About this exercise:
An exact transcription of the data below is needed.

━━━ Dataset excerpt

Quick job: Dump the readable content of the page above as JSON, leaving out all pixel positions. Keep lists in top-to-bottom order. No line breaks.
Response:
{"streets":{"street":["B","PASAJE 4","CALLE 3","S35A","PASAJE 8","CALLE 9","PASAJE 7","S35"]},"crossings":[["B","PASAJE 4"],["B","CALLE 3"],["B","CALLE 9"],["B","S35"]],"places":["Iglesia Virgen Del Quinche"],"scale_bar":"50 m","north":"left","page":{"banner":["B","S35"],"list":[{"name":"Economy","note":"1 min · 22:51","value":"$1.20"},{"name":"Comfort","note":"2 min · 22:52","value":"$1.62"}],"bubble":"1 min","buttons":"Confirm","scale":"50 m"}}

━━━━━━

Response below:
Quick job: Dump the readable content of the page above as JSON, leaving out all pixel positions. Keep lists in top-to-bottom order. No line breaks.
Response:
{"streets":{"street":["B","PASAJE 4","CALLE 3","S35A","PASAJE 8","CALLE 9","PASAJE 7","S35"]},"crossings":[["B","PASAJE 4"],["B","CALLE 3"],["B","CALLE 9"],["B","S35"]],"places":["Iglesia Virgen Del Quinche"],"scale_bar":"50 m","north":"left","page":{"banner":["B","S35"],"list":[{"name":"Economy","note":"1 min · 22:51","value":"$1.20"},{"name":"Comfort","note":"2 min · 22:52","value":"$1.62"}],"bubble":"1 min","buttons":"Confirm","scale":"50 m"}}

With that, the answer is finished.